** WHAT IS NEEDED **
Extract exactly the lines from the top of the records through the line containing "position:absolute; left:2359px; top:432px;", and keep pictures out of the copy.

** THE DATA **

= Beginning of Section =

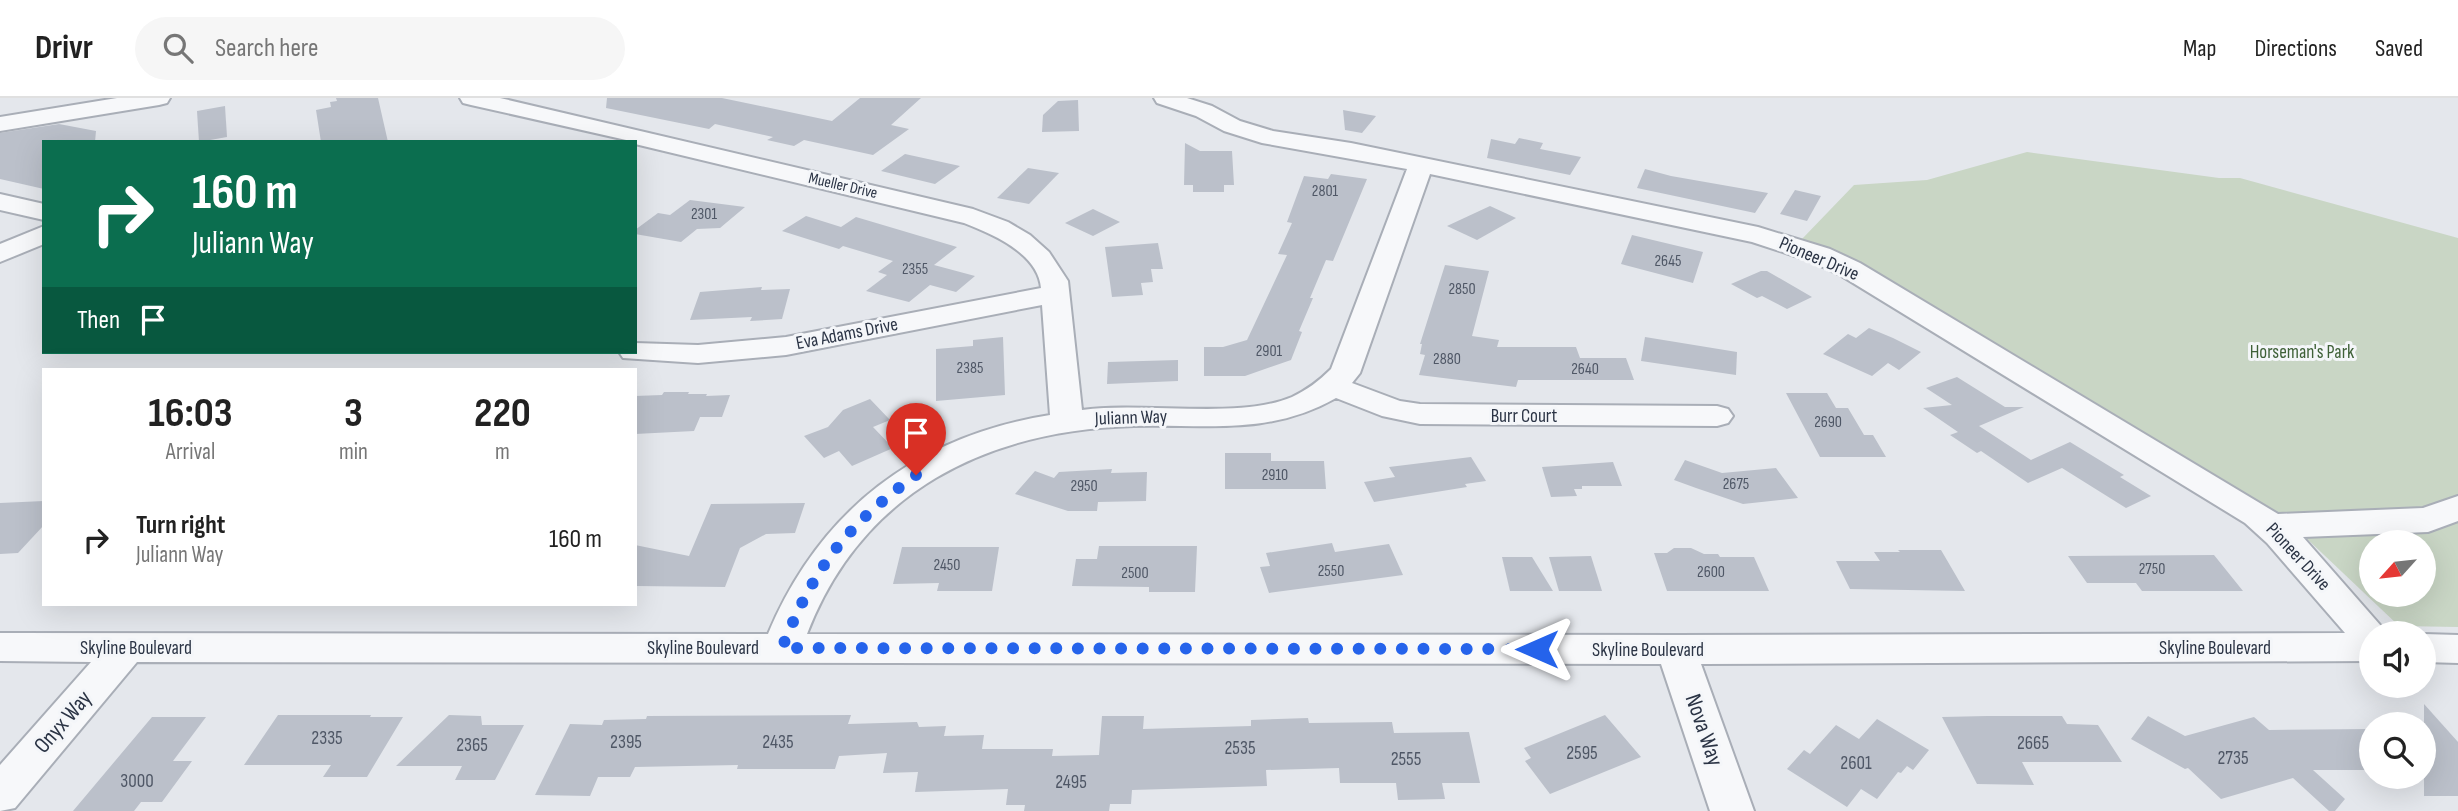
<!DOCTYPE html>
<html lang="en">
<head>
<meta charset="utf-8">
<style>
	:root { --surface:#fff; --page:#f6f6f6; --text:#222; --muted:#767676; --line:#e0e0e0 }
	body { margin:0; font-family:"Sofia Sans Condensed",sans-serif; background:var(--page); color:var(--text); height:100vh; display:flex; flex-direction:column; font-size:26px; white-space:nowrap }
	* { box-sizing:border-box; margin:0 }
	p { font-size:23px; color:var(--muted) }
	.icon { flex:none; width:38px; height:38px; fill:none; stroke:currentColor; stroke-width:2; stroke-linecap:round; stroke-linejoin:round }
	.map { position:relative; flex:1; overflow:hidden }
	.side { position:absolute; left:42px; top:270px; width:595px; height:238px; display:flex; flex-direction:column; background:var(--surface); border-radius:0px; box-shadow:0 7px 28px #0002 }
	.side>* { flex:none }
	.top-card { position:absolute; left:42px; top:42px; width:595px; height:214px; border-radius:0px; box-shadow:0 7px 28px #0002; background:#0b6e4f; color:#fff; overflow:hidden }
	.needle { width:46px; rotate:243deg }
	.tools { position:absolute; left:2359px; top:432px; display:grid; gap:14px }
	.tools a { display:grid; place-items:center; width:77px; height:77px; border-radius:50%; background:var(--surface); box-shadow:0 7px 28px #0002; font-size:35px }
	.pin { position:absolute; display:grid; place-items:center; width:60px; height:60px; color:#fff; margin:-72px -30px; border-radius:50% 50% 50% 0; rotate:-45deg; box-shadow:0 0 7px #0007 }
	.pin .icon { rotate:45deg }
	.me { position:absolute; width:77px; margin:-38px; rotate:270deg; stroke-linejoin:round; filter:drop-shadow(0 0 5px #0008) }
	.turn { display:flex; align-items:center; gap:24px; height:147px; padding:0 35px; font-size:32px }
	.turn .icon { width:91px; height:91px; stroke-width:2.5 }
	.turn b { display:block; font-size:49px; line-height:60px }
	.then { display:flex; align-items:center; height:66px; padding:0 35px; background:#0003; gap:14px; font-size:26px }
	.eta { display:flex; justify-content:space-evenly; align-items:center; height:119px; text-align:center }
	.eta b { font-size:42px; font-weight:700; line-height:49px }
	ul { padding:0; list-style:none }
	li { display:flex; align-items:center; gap:21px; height:105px; padding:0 35px }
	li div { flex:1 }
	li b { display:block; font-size:26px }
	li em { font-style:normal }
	header { display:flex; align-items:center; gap:42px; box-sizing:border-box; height:98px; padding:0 35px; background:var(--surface); border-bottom:2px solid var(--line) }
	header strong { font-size:33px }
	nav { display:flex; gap:38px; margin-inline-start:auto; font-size:24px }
	.search { width:490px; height:63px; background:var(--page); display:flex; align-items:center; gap:18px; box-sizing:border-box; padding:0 24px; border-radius:38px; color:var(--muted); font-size:26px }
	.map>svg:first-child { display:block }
</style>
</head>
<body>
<header>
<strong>Drivr</strong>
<div class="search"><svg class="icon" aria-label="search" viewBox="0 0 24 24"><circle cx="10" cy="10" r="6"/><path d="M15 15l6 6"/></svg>Search here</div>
<nav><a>Map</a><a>Directions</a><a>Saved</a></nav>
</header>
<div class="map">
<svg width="2458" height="713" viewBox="0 0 2458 713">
	<rect width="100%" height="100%" fill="#e4e7ec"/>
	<!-- green -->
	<path fill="#c9d6c5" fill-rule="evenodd" d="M 2027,54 L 2219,80 L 2240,80 L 2458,140 L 2458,529 L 2399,528 L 2304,438 L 2268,410 L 1863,168 L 1802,141 L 1854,87 L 1927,82 ZM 2371,444 L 2424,444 L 2424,497 L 2371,497 Z"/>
	<!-- building -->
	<g fill="#bbc0ca">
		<polygon points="336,0 378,0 388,44 321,44 316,12 331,9 330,4 337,3"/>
		<polygon points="607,0 722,0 832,23 860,0 921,0 891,27 909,31 873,57 804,42 794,48 767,42 773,39 715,26 709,31 606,10"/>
		<polygon points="1078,2 1079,33 1042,34 1043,17 1058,3"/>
		<polygon points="225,8 227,39 199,44 197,13"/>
		<polygon points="1343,12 1376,18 1362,35 1345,32"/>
		<polygon points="59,26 96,33 95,44 44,44 44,91 0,81 0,35"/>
		<polygon points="1519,40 1543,45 1540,51 1581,59 1570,77 1487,60 1491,41 1515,46"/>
		<polygon points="1185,45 1200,53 1232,53 1234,87 1224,87 1224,94 1193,94 1193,87 1184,87"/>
		<polygon points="905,56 960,68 935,86 881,73"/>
		<polygon points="1028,70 1059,75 1029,106 997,100"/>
		<polygon points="1645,71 1671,78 1768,95 1755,115 1637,90"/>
		<polygon points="1331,76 1367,81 1333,163 1326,162 1310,200 1313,200 1299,233 1302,234 1291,262 1245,278 1204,278 1204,249 1223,249 1247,242 1287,157 1278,156 1292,125 1287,124 1304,78 1328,81"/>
		<polygon points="1795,92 1821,98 1807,123 1780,116"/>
		<polygon points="690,102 745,109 720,130 697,131 681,144 635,136 635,132 658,115 670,117"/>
		<polygon points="1490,108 1516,120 1477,142 1447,128"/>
		<polygon points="1093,111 1120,124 1093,138 1065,125"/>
		<polygon points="806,118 841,129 856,119 957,149 934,167 975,178 956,194 930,187 909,204 866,193 887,177 878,174 893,163 843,148 839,151 782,133"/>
		<polygon points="1632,137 1703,154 1693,185 1621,166"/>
		<polygon points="1158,145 1163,171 1151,171 1153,184 1141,185 1143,197 1112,199 1105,149"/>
		<polygon points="1445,167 1489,173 1472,238 1499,242 1497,249 1576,249 1580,260 1626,260 1634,282 1518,282 1516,289 1419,277 1425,257 1420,256 1422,246 1420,246"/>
		<polygon points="1761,173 1767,173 1812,199 1787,211 1762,198 1757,200 1731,186"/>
		<polygon points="762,189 761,192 790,191 782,221 750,223 752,219 690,222 700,194"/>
		<polygon points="1869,230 1893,240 1921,254 1899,272 1888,265 1872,278 1823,256 1848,236 1856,240"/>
		<polygon points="1003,239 1005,297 936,303 936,251 973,248 973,242"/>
		<polygon points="1645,239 1737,254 1736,277 1641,263"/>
		<polygon points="1178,262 1178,283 1107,286 1108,264"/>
		<polygon points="1957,279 2005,309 2024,309 1979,328 2031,362 2070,344 2124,377 2120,379 2151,398 2126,410 2062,370 2028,385 1981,353 1977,355 1950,337 1958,334 1923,310 1952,307 1926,290"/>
		<polygon points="664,294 689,294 688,296 707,296 706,298 730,297 722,319 700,319 694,333 635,336 635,298 662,297"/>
		<polygon points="1786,295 1827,295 1836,310 1848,310 1864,337 1873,337 1886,359 1820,359"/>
		<polygon points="870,301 890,322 873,329 893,350 852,368 839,353 824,360 804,338 828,329 843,312"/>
		<polygon points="1225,355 1271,355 1271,363 1324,363 1326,391 1225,391"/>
		<polygon points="1471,359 1486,383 1465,386 1467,389 1374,404 1364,384 1395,379 1389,369"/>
		<polygon points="1685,362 1722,375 1776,370 1798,400 1743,406 1696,390 1674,382"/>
		<polygon points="1613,364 1622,388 1582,388 1582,391 1574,391 1577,398 1551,399 1542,369"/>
		<polygon points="1112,371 1111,375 1147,374 1146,403 1098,404 1097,413 1068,413 1015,396 1035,373 1054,380 1059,374"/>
		<polygon points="44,403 44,427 18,455 0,456 0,405"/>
		<polygon points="805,405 795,435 766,436 740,450 725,489 635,488 635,447 689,458 711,406"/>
		<polygon points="1332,445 1335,454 1389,446 1403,477 1269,495 1260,469 1270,468 1266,455"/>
		<polygon points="1099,448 1197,448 1195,494 1149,494 1149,489 1072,488 1076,461 1097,461"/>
		<polygon points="902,449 999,449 992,493 937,493 939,485 893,486"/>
		<polygon points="1674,450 1691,450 1704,456 1718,456 1720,459 1754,459 1769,493 1667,493 1654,455 1667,455"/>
		<polygon points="1898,452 1941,452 1965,493 1850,491 1836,463 1880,463 1874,454 1900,454"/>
		<polygon points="2214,457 2243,493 2142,493 2136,485 2087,485 2068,458"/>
		<polygon points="1591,458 1602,493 1559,493 1549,459"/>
		<polygon points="1502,459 1532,459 1553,493 1510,493"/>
		<polygon points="2424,606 2458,644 2458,698 2424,698"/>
		<polygon points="278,617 371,617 370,619 403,619 367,679 323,679 331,667 244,667"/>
		<polygon points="449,617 481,618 482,627 524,627 495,682 455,682 462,668 396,668"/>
		<polygon points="851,617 848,626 917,624 919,629 946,628 944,638 984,637 982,651 1053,651 1052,658 1099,657 1102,618 1144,618 1143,631 1251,628 1251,622 1308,620 1309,625 1392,624 1394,635 1469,634 1480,685 1442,685 1445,701 1398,702 1396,685 1340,685 1339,670 1266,672 1267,688 1132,692 1131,706 1110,706 1109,713 1024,713 1025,707 1006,707 1008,691 915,694 918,674 883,675 887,655 839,658 835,671 737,671 738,667 635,669 630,679 598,679 590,698 535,697 570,626 602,627 604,622 646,621 647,618"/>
		<polygon points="1605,617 1641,659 1550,696 1525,663 1531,660 1524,650"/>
		<polygon points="1987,618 2062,618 2067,626 2098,627 2122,664 2022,664 2034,687 1977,686 1942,619"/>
		<polygon points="2148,618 2185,638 2254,619 2269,632 2371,631 2371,672 2313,672 2345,701 2335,713 2329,713 2293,680 2221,701 2188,670 2185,671 2131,641"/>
		<polygon points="152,619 206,619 173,663 192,663 162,704 141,704 134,713 73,713"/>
		<polygon points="1877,621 1929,652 1913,672 1907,668 1901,675 1898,674 1877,701 1861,691 1847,709 1787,671 1804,652 1810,656 1836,627 1859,641"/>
	</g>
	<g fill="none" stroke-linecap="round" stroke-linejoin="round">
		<defs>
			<g id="minor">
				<polygon points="117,0 170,0 167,5 159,7 0,33 0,19"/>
				<path d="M 460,0 L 500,0 L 973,111 L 1008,124 L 1030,137 L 1049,154 L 1068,183 L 1082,312 C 1144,303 1238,322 1292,299 C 1307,292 1319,283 1331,271 L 1407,71 L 1262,45 L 1224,33 L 1196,18 L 1157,5 L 1154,0 L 1187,0 L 1212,8 L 1240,23 L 1273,33 L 1351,45 L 1758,129 L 1830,151 L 1860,165 L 2278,416 L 2423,410 L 2458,398 L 2458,423 L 2428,434 L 2303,439 L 2388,536 L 2371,536 L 2371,563 L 1701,566 L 1754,713 L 1710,713 L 1661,566 L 137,564 L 15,710 L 0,713 L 0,667 L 91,564 L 0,563 L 0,535 L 768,536 C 820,412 917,338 1050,317 L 1042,207 L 786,257 L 698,265 L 623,260 L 619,254 L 635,254 L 635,245 L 698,247 L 786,239 L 1041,190 C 1038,155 992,136 964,125 L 635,46 L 635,44 L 471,7 L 463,5 ZM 1430,76 L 1752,144 L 1810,163 L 1840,177 L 2245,425 L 2267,445 L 2345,535 L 1676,537 L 807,536 C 862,393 987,332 1134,328 C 1207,326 1269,338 1336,300 L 1382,318 L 1420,326 L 1717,328 L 1728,325 L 1733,318 L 1728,311 L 1717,308 L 1420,306 L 1400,303 L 1352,285 L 1360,275 Z"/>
				<polygon points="0,96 44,106 44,122 0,112"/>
				<polygon points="44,128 44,146 0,164 0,146"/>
				<polygon points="2424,536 2458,537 2458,565 2424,564"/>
			</g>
		</defs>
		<!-- minor casing -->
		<use href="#minor" stroke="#a9aeb7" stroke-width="4"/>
		<!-- minor -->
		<use href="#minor" fill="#f7f8fa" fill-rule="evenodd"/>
	</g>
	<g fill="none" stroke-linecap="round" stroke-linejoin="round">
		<!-- route -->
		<path stroke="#2563eb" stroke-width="12" stroke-dasharray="0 21.6" d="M 916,377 C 845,429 815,468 782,550 L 1537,551"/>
	</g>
	<g text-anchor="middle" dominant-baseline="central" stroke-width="6" stroke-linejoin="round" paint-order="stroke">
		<!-- far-street labels -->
		<g font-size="16" fill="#2b3445" stroke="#f4f6f9">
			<text transform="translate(843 88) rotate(13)">Mueller Drive</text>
		</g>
		<!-- number labels -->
		<g font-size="16" fill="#4f5766">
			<text x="1325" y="93">2801</text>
			<text x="704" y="116">2301</text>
			<text x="1668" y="163">2645</text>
			<text x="915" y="171">2355</text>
			<text x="1462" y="191">2850</text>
			<text x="1269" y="253">2901</text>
			<text x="1447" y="261">2880</text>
			<text x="970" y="270">2385</text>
			<text x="1585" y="271">2640</text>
			<text x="1828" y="324">2690</text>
			<text x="1275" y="377">2910</text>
			<text x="1736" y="386">2675</text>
			<text x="1084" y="388">2950</text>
			<text x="947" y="467">2450</text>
			<text x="2152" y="471">2750</text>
			<text x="1331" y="473">2550</text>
			<text x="1711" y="474">2600</text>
			<text x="1135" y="475">2500</text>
		</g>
		<!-- street labels -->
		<g font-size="19" fill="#2b3445" stroke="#f4f6f9">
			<text transform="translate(1819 161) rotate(23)">Pioneer Drive</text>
			<text transform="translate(847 236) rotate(-11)">Eva Adams Drive</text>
			<text x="1524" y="318">Burr Court</text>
			<text transform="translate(1131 320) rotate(-2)">Juliann Way</text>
			<text transform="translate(2298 459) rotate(47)">Pioneer Drive</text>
			<text x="136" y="550">Skyline Boulevard</text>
			<text x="703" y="550">Skyline Boulevard</text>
			<text x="2215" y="550">Skyline Boulevard</text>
			<text x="1648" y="552">Skyline Boulevard</text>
		</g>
		<!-- park labels -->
		<g font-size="19" fill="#3f6138" stroke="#f4f6f9">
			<text x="2302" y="254">Horseman's Park</text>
		</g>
		<!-- near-number labels -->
		<g font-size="19" fill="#4f5766">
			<text x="327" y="640">2335</text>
			<text x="626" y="644">2395</text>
			<text x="778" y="644">2435</text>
			<text x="2033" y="645">2665</text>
			<text x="472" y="647">2365</text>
			<text x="1240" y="650">2535</text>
			<text x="1582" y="655">2595</text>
			<text x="2233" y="660">2735</text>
			<text x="1406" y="661">2555</text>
			<text x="1856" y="665">2601</text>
			<text x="137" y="683">3000</text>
			<text x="1071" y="684">2495</text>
		</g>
		<!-- near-street labels -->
		<g font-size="23" fill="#2b3445" stroke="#f4f6f9">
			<text transform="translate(63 624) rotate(-49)">Onyx Way</text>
			<text transform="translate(1704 632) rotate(71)">Nova Way</text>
		</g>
	</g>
</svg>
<div class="tools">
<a><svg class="needle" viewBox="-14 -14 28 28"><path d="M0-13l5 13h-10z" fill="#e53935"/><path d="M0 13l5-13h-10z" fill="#767676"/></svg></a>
<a><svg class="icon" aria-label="sound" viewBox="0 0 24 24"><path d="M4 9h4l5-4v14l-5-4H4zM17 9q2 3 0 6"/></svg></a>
<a><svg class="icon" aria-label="search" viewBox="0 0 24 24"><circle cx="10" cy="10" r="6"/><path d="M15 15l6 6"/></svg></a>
</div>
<div class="pin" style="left:916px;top:377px;background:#d93025"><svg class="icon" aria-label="arrive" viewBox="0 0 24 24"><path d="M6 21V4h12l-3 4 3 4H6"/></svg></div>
<svg class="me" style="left:1537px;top:551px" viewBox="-20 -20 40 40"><path d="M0-17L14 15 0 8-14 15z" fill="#2563eb" stroke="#fff" stroke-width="4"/></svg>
<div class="top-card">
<div class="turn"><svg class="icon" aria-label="right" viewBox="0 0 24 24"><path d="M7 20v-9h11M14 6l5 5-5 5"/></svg><div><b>160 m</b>Juliann Way</div></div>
<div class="then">Then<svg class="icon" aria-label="arrive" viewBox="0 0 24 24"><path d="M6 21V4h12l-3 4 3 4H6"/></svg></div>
</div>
<section class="side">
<div class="eta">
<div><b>16:03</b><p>Arrival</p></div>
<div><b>3</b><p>min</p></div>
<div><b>220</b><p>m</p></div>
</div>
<ul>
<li><svg class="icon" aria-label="right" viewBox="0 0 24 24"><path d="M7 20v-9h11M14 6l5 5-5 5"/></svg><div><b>Turn right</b><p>Juliann Way</p></div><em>160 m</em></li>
</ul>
</section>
</div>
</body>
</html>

= End of Section =

** SOLUTION TO THIS TASK **
<!DOCTYPE html>
<html lang="en">
<head>
<meta charset="utf-8">
<style>
	:root { --surface:#fff; --page:#f6f6f6; --text:#222; --muted:#767676; --line:#e0e0e0 }
	body { margin:0; font-family:"Sofia Sans Condensed",sans-serif; background:var(--page); color:var(--text); height:100vh; display:flex; flex-direction:column; font-size:26px; white-space:nowrap }
	* { box-sizing:border-box; margin:0 }
	p { font-size:23px; color:var(--muted) }
	.icon { flex:none; width:38px; height:38px; fill:none; stroke:currentColor; stroke-width:2; stroke-linecap:round; stroke-linejoin:round }
	.map { position:relative; flex:1; overflow:hidden }
	.side { position:absolute; left:42px; top:270px; width:595px; height:238px; display:flex; flex-direction:column; background:var(--surface); border-radius:0px; box-shadow:0 7px 28px #0002 }
	.side>* { flex:none }
	.top-card { position:absolute; left:42px; top:42px; width:595px; height:214px; border-radius:0px; box-shadow:0 7px 28px #0002; background:#0b6e4f; color:#fff; overflow:hidden }
	.needle { width:46px; rotate:243deg }
	.tools { position:absolute; left:2359px; top:432px; display:grid; gap:14px }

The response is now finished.